8:00 P.M. Either my husband or I go home early to be with my son. Tuesdays and Thursdays are my days to help him with his homework and eat dinner with him. I actually never have dinner with my husband during the week; we start to see each other again on Friday. I love to cook, but I come home too late, so the nanny prepares recipes I’ve taught her. I like simple quality things. We always have a salad with meat, fish, or chicken. In the wintertime, we often have vegetable soup and beetroots, cabbage—and carrots are never far away. None of us are into dessert, and I never drink during the week—on the weekends, yes. We live in a loft that has high ceilings; it’s minimalist but warm. I like to have the right things, but not too many. We love designers from the ’50s, American and French, like the Eameses and Charlotte Perriand and Jean Prouvé, and I collect antique Native American kachina dolls I get from the flea markets and galleries.
10:00 P.M. I put Tal to bed, and we read the books he has for school. When my husband gets home, we chat and watch TV—always the same news program. It helps me empty my mind. I read the paper only on the weekends: Le Mondeand Courrier International. I rarely read books during the week because I’m too tired. I like [Haruki] Murakami, social and economic books, and ones on architecture and art. I’m very bad with social media and the Internet. I’ve got a cat called Marge, like Marge Simpson. My son gave her the name. She loves my husband, not really me. Tal also has two fish. Marge and the fish get along very well—it’s quite funny. She loves to drink the water from the fishbowl, and the fish come up and almost kiss her nose. We have a two-room cabin in the woods that we go to on the weekends when the weather is not too cold—there’s no electricity or water. We have a huge military tent where guests can stay. I don’t have a car in Paris anymore, just an old Volkswagen that I keep at the train station in the village. We have friends come and barbecue, and it’s by a river, so we swim a lot, kayak, play badminton, and go on the trampoline. I just jump, do stupid things. I’m not very acrobatic. We have a lot of savage animals around—deer, foxes, and wild pigs that mess up the garden. I love gardening and often exchange plants with my family. I also love welding—we bought a new place that will have a workshop for welding and ceramics and making furniture. If we stay in Paris on the weekend, we go to art galleries and flea markets and have brunch and dinner with friends. Last Friday we saw the amazing Olafur Eliasson exposition. I love cinema, but it’s difficult to schedule it. I recently saw Django Unchained, and I love Jim Jarmusch, Wim Wenders, and Fellini.

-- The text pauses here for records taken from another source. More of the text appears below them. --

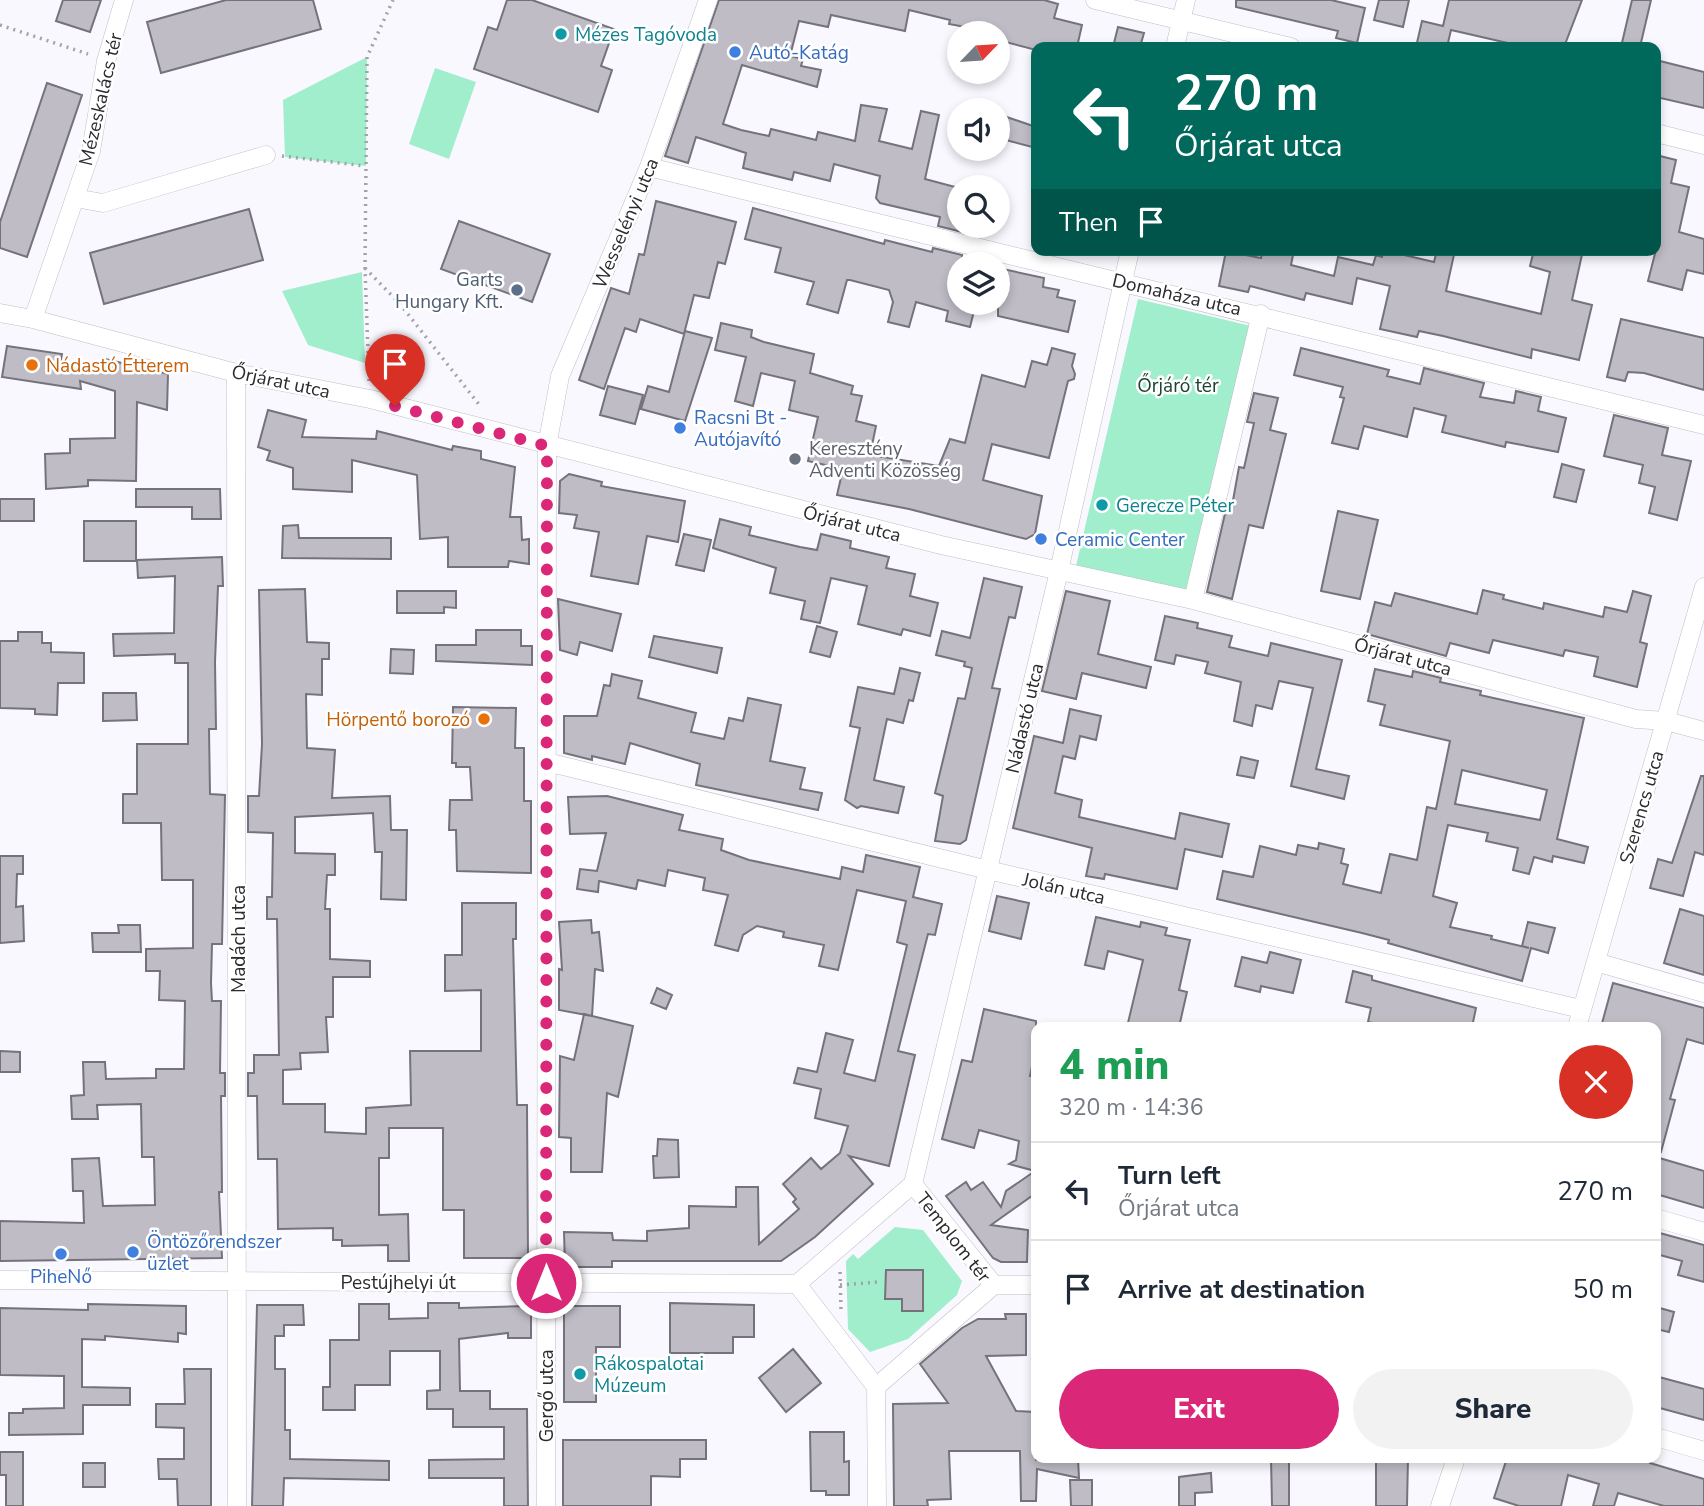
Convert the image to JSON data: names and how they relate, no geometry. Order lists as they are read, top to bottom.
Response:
{
  "streets": {
    "street": [
      "Mézeskalács tér",
      "Wesselényi utca",
      "Domaháza utca",
      "Őrjárat utca",
      "Nádastó utca",
      "Szerencs utca",
      "Jolán utca",
      "Madách utca",
      "Templom tér",
      "Pestújhelyi út",
      "Gergő utca"
    ]
  },
  "crossings": [
    ["Mézeskalács tér", "Őrjárat utca"],
    ["Wesselényi utca", "Domaháza utca"],
    ["Wesselényi utca", "Őrjárat utca"],
    ["Wesselényi utca", "Gergő utca"],
    ["Domaháza utca", "Nádastó utca"],
    ["Őrjárat utca", "Nádastó utca"],
    ["Őrjárat utca", "Szerencs utca"],
    ["Őrjárat utca", "Madách utca"],
    ["Őrjárat utca", "Gergő utca"],
    ["Nádastó utca", "Jolán utca"],
    ["Nádastó utca", "Templom tér"],
    ["Szerencs utca", "Jolán utca"],
    ["Jolán utca", "Gergő utca"],
    ["Madách utca", "Pestújhelyi út"],
    ["Templom tér", "Pestújhelyi út"],
    ["Pestújhelyi út", "Gergő utca"]
  ],
  "parks": ["Őrjáró tér"],
  "places": [
    "Mézes Tagóvoda",
    "Autó-Katág",
    "Garts Hungary Kft.",
    "Nádastó Étterem",
    "Racsni Bt - Autójavító",
    "Keresztény Adventi Közösség",
    "Gerecze Péter",
    "Ceramic Center",
    "Hörpentő borozó",
    "Öntözőrendszer üzlet",
    "PiheNő",
    "Rákospalotai Múzeum"
  ],
  "north": "top right",
  "page": {
    "turn": ["270 m", "Őrjárat utca"],
    "then": "Then",
    "heading": ["4 min", "320 m · 14:36"],
    "list": [
      {
        "name": "Turn left",
        "note": "Őrjárat utca",
        "value": "270 m"
      },
      {
        "name": "Arrive at destination",
        "value": "50 m"
      }
    ],
    "buttons": ["Exit", "Share"]
  }
}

11:00 P.M. Eating a lot helps me calm down at the end of the day—it fills up my stomach, and then I’m knocked out. And looking at stupid things on television, I fall asleep like that; otherwise, my brain just runs like hell. I can look at The Voice or reality TV or a good documentary. I use colored sheets, and I made the table and some little wooden boxes in my room.

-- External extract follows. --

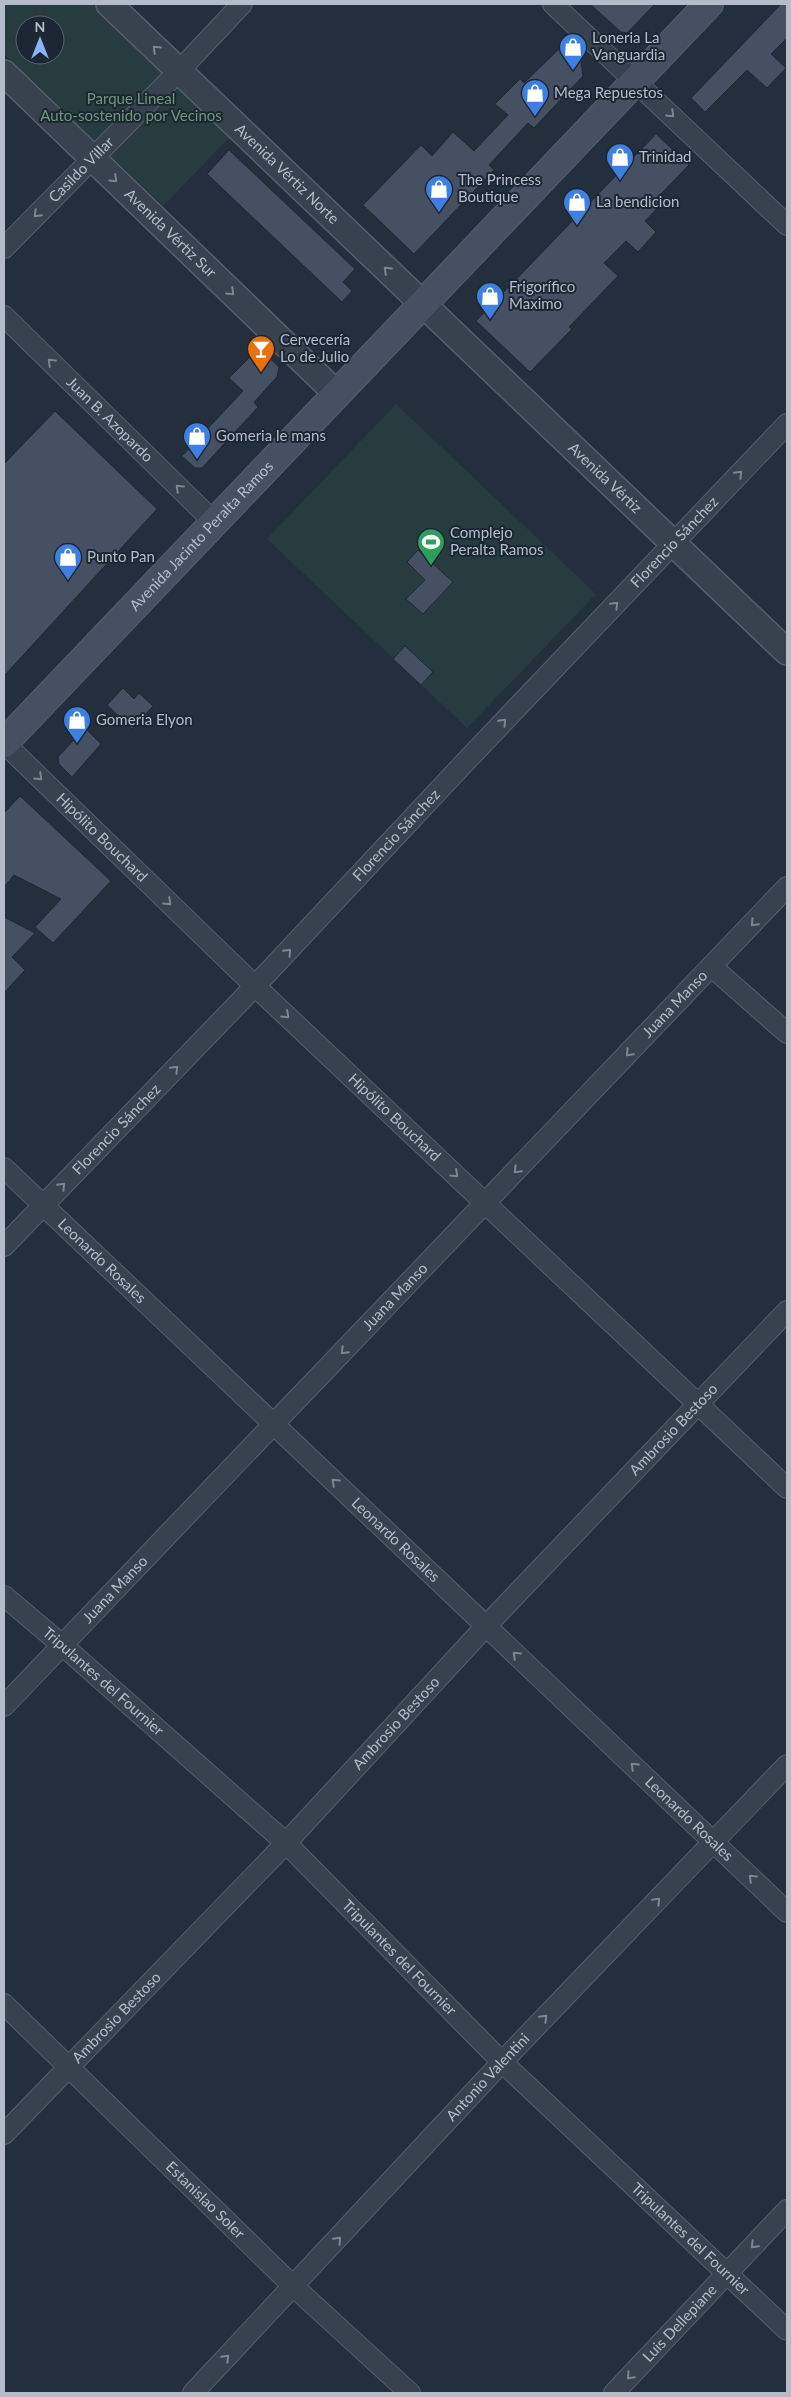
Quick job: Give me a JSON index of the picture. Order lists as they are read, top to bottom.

12:00 A.M. My son usually wants the cat to sleep with him, but in the morning she comes into our room and starts to chew on my husband. Most of the time I sleep like a baby, but when I’m stressed with the collection I wake up during the night. I try to fall asleep again thinking about nice things—my cabin, holidays—to erase from my mind all of the problems I know I’m not going to solve in my bed. I calm myself by thinking that I’m lucky to have this nice husband and a nice son. I don’t have anything to complain about.